There are two good reasons for Obama to hold fast and not be bullied into making premature promises about what he will or won’t do regarding the fiscal cliff.
First, I believe that the economic concerns are grossly exaggerated. At least on the tax side, the impact will be minimal. The reason I say so is that the negative economic effects of the expiration of the tax cuts must, logically, be symmetrical to the positive effects of their enactment. Since there is no evidence that any of the tax cuts of either the George W. Bush or Obama administrations stimulated growth, there cannot be any negative effects from allowing them to expire.
Moreover, there is historical evidence from 1982 and 1993, when large tax increases were enacted, that they can in fact have stimulative effects. The economy soared after both tax increases went into effect. One reason is that the decline in the deficit had positive economic effects.
More importantly, no one believes that all of the tax increases and spending cuts will actually take effect. Some substantial part of the fiscal tightening will be offset either by delaying the day of reckoning or substituting other policies that will prevent a sharp fiscal tightening from taking effect.
This brings me to the second reason why Obama should avoid committing himself to anything before the election—it will change the political dynamics of the inevitable post-election negotiations.
As Obama’s former budget director Peter Orszag explained in a recent article, there is a huge difference in negotiating to prevent something from happening and fixing it after it has already occurred. If Obama wants Republicans to accept his priorities before the end of the year, he must force them to act. As noted earlier, they have little incentive to do so, believing that he will cave again as he did in 2010.

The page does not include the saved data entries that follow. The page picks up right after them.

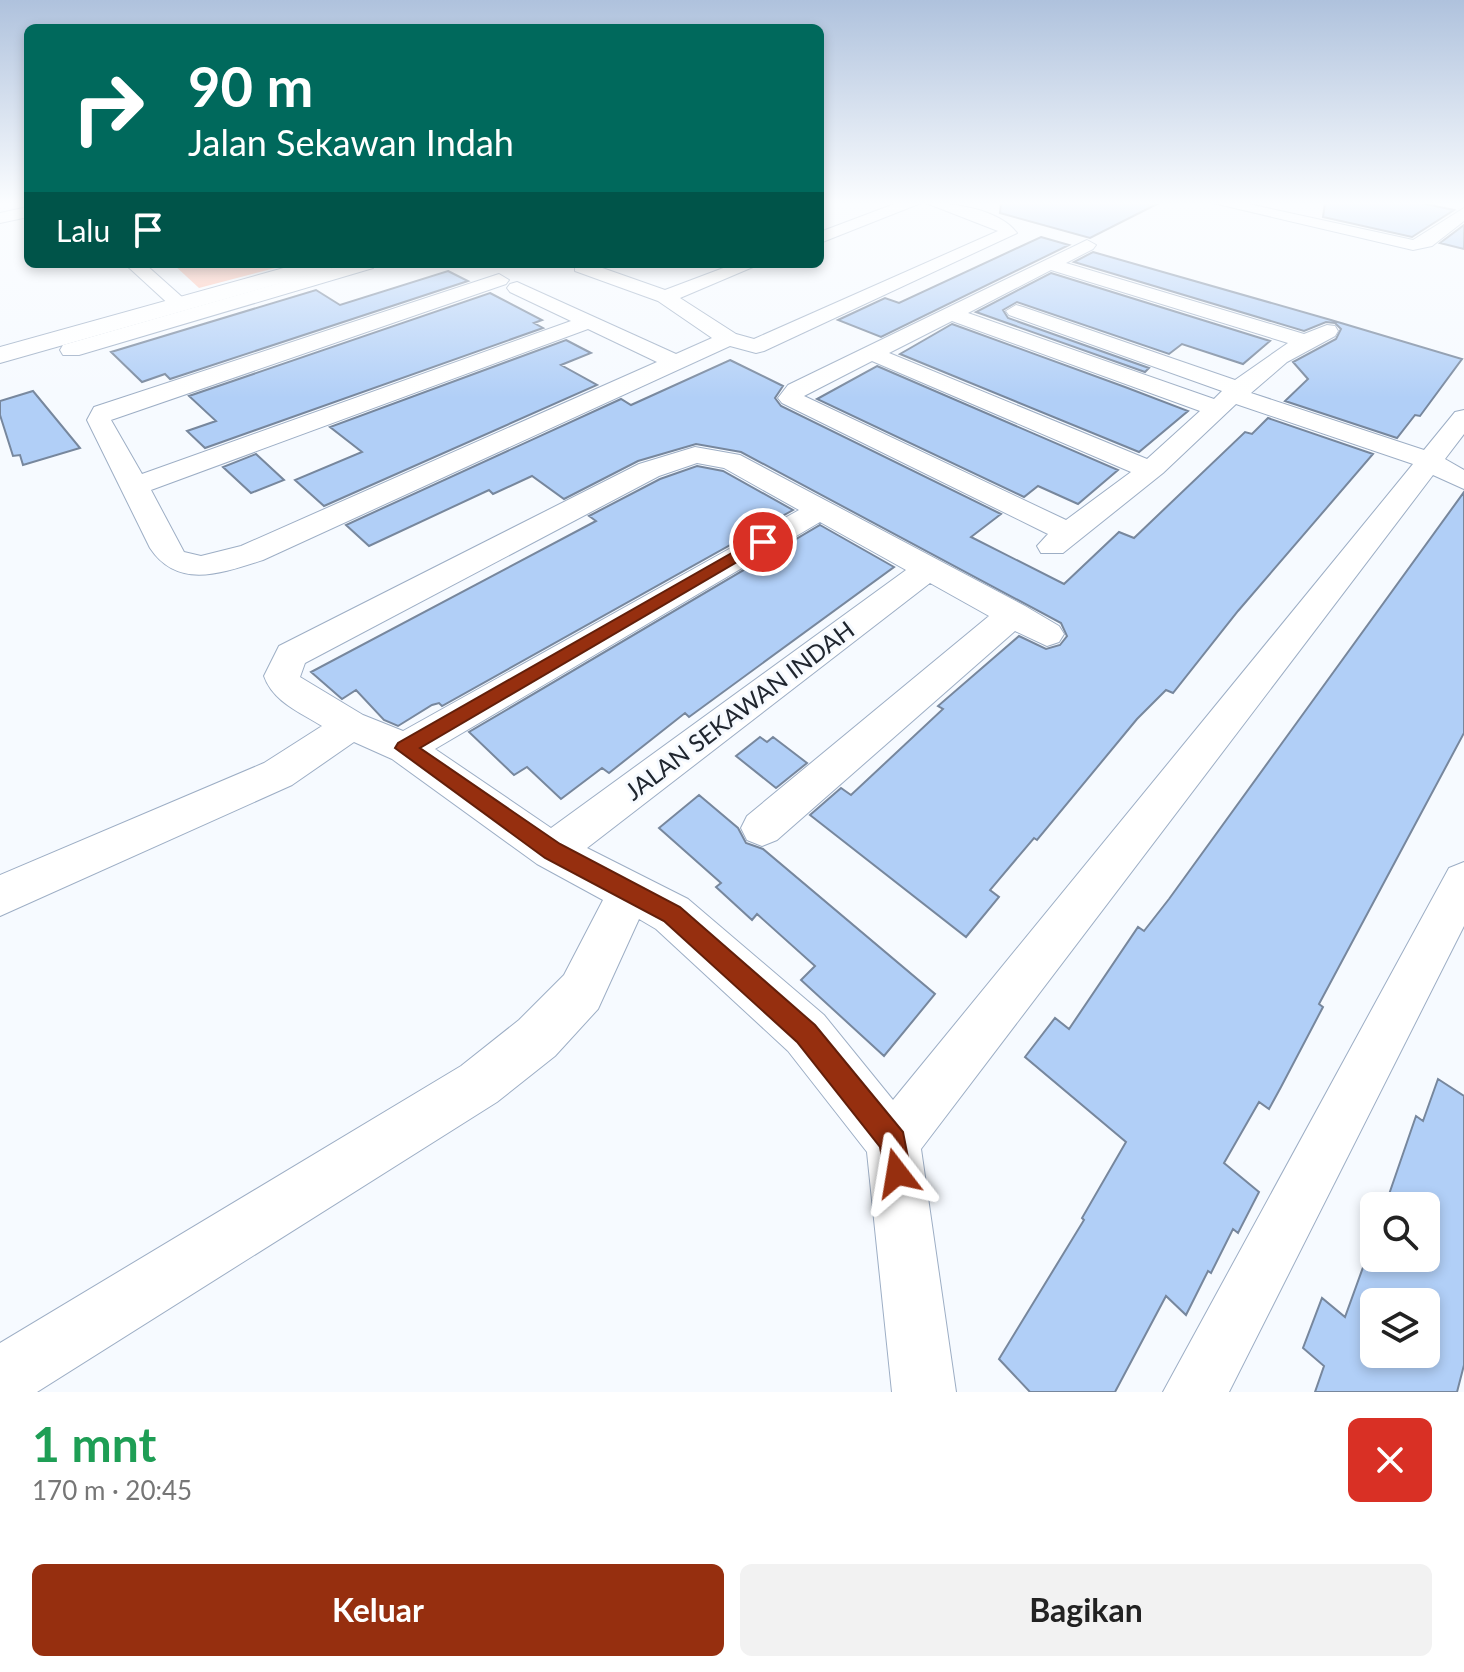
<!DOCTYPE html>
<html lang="id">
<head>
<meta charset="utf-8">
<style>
  :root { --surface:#fff; --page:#f2f2f2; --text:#222; --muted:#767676; --accent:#962f0f }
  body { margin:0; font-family:Lato,sans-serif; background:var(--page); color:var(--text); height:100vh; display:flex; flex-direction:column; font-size:30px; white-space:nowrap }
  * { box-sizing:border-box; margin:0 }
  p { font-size:26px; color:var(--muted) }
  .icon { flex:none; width:44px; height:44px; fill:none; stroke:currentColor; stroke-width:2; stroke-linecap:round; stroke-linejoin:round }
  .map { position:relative; height:1392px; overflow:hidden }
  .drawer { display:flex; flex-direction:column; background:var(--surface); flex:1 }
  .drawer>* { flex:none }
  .hud { position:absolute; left:24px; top:24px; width:800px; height:244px; border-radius:12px; box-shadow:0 4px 12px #0003; background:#00695c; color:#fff; overflow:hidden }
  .fabs { position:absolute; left:1360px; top:1192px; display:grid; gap:16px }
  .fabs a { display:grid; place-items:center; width:80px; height:80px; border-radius:12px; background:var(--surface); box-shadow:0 4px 12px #0003; font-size:40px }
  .pin { position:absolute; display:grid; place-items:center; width:68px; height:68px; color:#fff; margin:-34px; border:4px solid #fff; border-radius:50%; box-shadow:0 2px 8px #0007 }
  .me { position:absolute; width:88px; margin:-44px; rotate:346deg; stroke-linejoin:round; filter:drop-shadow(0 0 6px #0008) }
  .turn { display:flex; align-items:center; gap:28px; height:168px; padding:0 32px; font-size:36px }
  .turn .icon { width:104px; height:104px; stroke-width:2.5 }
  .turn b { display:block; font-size:56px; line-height:68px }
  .then { display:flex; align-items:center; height:76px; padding:0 32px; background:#0003; gap:16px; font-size:30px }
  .round { display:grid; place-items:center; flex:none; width:84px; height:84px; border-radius:12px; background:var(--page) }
  .overview { display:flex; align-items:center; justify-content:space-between; height:136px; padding:0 32px }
  h1 { font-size:48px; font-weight:700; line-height:60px; color:#1e9e55 }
  .action { display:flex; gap:16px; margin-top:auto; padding:16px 32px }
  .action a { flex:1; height:92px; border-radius:12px; background:var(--accent); color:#fff; font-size:32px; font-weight:700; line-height:92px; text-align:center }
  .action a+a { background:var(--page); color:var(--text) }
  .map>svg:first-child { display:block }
  .green { fill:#fdc0af }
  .building { fill:#b1cff7; stroke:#77879d; stroke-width:2; fill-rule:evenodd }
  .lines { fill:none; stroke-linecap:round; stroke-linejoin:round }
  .street-casing { stroke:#9daec5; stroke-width:2 }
  .secondary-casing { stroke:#9daec5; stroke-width:2 }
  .street { fill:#fff; fill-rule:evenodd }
  .secondary { fill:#fff; fill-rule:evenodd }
  .route { fill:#962f0f; stroke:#621f0a; stroke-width:2 }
  .labels { text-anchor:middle; stroke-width:6; stroke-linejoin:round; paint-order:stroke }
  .street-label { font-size:24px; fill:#20262f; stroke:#f6faff }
</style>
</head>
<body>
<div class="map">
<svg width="1464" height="1392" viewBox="0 0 1464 1392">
  <rect width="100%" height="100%" fill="#f6faff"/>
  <path class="green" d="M173,264H290L199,288Z"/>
  <path class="building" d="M1001,203H1159L1090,238L1000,213Z
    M1325,203H1421L1454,210L1412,237L1323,217Z
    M1464,225V249L1440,243Z
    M1041,237L1069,245L881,337L838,320L885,298L899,303Z
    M1093,252L1331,320L1462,359L1420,416L1415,415L1397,438L1285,401L1308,379L1293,362L1336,339L1341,329L1335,323L1326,322L1304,331L1074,262Z
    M448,271L468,281L170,379L165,374L142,382L111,352L316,290L340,305Z
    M1051,273L1270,341L1243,364L1182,344L1169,354L1017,302L1003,310L1008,318L1149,368L1145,372L976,312Z
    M490,293L542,320L534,323L543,328L205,448L187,431L216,421L189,396Z
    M952,324L1125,387L1188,411L1139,452L900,354Z
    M566,340L591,353L561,365L597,385L324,506L295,480L362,452L330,427Z
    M730,360L783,386L775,398L781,406L1001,514L971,537L1064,584L1119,532L1134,538L1245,432L1252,434L1268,418L1373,454L1238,611L1173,693L1166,690L1137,719L1037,840L1034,838L990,890L999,897L966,937L810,815L841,788L851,795L943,709L938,706L1019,636L1046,649L1060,645L1067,636L1061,623L741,452L696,444L638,461L564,499L532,476L493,494L489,490L369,546L346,525L621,399L631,405Z
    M877,366L1118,470L1078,504L1038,486L1024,497L817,399Z
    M33,391L80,448L23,465L20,455L13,456L0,415V401Z
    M256,454L284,480L251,493L223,467Z
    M697,466L723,471L793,510L442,706L439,703L432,705L398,726L384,720L356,690L342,699L311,672L596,521L589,516L660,479Z
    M1464,492V733L1319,1004L1323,1007L1281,1087L1269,1109L1259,1102L1224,1163L1259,1192L1238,1233L1233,1229L1211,1273L1208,1271L1186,1315L1166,1296L1115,1392H1030L999,1359L1084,1220L1082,1218L1126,1142L1025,1057L1055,1018L1069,1029L1138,927L1144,931L1169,899Z
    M820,525L894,567L689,717L685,713L609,773L602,768L561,799L527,767L514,775L469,732Z
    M760,737L767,742L773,737L807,763L776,788L736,756Z
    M699,795L738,828L746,843L763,849L935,994L884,1056L801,980L815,966L757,914L752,920L716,887L721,883L659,828Z
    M1438,1079L1464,1096V1365L1457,1392H1315L1324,1366L1303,1348L1322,1298L1345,1317L1374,1237V1258H1426V1206H1385L1416,1116L1423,1121ZM1374,1302H1426V1354H1374Z"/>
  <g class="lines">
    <defs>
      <path id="street" d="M897,203H921L820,243V232Z
        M926,203C954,203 999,209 1017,233L764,351L756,353L730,346L263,560C222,573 178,590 150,548L87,420L94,407L499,274L509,280L506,284L111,420L142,474L571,321L510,292L507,288L510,284L517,282L676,354L712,338L658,301L575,271V264H591L665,290L734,264H760L680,298L736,334L754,339L998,231ZM588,329L657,362L241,546L201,556L184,552L151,490Z
        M1213,203H1244L1413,240L1464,208V221L1432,246L1413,250Z
        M28,207V217L0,223V213Z
        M1087,240L1096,245L1093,249L1066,263L1304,334L1327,325L1335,326L1338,331L1335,336L1287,362L1251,393L1424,450L1455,412L1464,410V434L1445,459L1464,470V489L1433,475L921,1149L956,1392H892L867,1152L788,1051L656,929L639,919L598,1009L555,1056L497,1102L37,1392H0V1343L461,1066L519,1020L564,975L603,900L537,864L392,759L354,742L292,785L0,916V875L264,763L322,726C300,712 273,702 264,676L279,646L639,464L695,447L740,455L1025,606L1059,626L1064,634L1059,642L1047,646L1015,631L777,840L762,846L747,840L741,828L747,816L989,616L930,583L587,848L688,899L824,1015L893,1100L1413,464L1236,404L1163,473L1063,553H1041L1037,546L1048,534L782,403L778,398L788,385ZM1051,270L1288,343L1235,380L1023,307L1016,305L1006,311L1009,315L1222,391L1214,399L968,313ZM952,321L1200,411L1147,459L889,353ZM872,361L1131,472L1066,520L804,396ZM697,463L724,468L799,510L403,731L363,715L300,677L305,663L659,476ZM820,522L906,570L551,828L435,749Z
        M125,264H145L191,305L181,311L174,309Z
        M346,264H375L373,268L79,355H63L60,350L63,345Z
        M1464,862V926L1229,1392H1163L1449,868Z"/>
      <path id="secondary" d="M298,264H334L331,269L0,363V347Z"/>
    </defs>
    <use href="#street" class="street-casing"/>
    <use href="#secondary" class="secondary-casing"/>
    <use href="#street" class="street"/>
    <use href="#secondary" class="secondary"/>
  </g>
  <linearGradient id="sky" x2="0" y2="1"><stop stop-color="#afc2dd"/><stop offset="0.51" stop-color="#fbfdff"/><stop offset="1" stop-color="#fbfdff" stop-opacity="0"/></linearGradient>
  <rect width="1464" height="398" fill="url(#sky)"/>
  <path class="route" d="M758,538L771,542L420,748L560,844L680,907L815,1025L903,1132L911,1173L907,1183L897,1187L887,1183L880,1147L797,1042L664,921L545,858L395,748L398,743Z"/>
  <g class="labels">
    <g class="street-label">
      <text transform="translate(740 711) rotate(-37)" y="8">JALAN SEKAWAN INDAH</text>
    </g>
  </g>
</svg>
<div class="fabs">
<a><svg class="icon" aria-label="search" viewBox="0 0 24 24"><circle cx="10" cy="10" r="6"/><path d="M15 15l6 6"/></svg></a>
<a><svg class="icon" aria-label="layers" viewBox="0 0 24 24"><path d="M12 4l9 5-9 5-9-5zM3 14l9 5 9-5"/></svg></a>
</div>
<div class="pin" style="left:763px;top:542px;background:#d93025"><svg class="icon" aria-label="arrive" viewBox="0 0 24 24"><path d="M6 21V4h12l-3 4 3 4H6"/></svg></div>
<svg class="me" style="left:897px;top:1173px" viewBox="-20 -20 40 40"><path d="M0-17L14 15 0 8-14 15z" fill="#962f0f" stroke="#fff" stroke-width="4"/></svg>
<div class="hud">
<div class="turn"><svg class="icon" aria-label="right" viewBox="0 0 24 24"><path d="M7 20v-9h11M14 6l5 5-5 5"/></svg><div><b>90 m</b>Jalan Sekawan Indah</div></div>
<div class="then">Lalu<svg class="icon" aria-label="arrive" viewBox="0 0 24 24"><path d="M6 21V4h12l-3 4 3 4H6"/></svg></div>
</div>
</div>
<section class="drawer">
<div class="overview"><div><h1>1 mnt</h1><p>170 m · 20:45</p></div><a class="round" style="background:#d93025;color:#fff"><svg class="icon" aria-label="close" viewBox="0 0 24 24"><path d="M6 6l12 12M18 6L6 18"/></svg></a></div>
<div class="action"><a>Keluar</a><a>Bagikan</a></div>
</section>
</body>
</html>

But what if Obama holds fast and lets the tax cuts expire? Orszag says he could propose new tax legislation and promise to veto anything Congress sends him that doesn’t closely adhere to its outlines. Suddenly the shoe is on the other foot and Republicans are the ones who will be forced to deal with Obama’s veto pen, giving him the stronger hand. Even if he loses the election, the position of congressional Democrats would be greatly strengthened, leading to a similar outcome.
If I were advising the president, I would tell him to have his staff prepare a complete and permanent replacement for all of the spending cuts and tax increases scheduled under current law. That legislation should be sent to Capitol Hill the day after the election, win or lose. Then he should hold firm and not waver. The sooner congressional Republicans accept that he means it, the sooner they will negotiate in good faith and support a permanent tax and budgetary fix.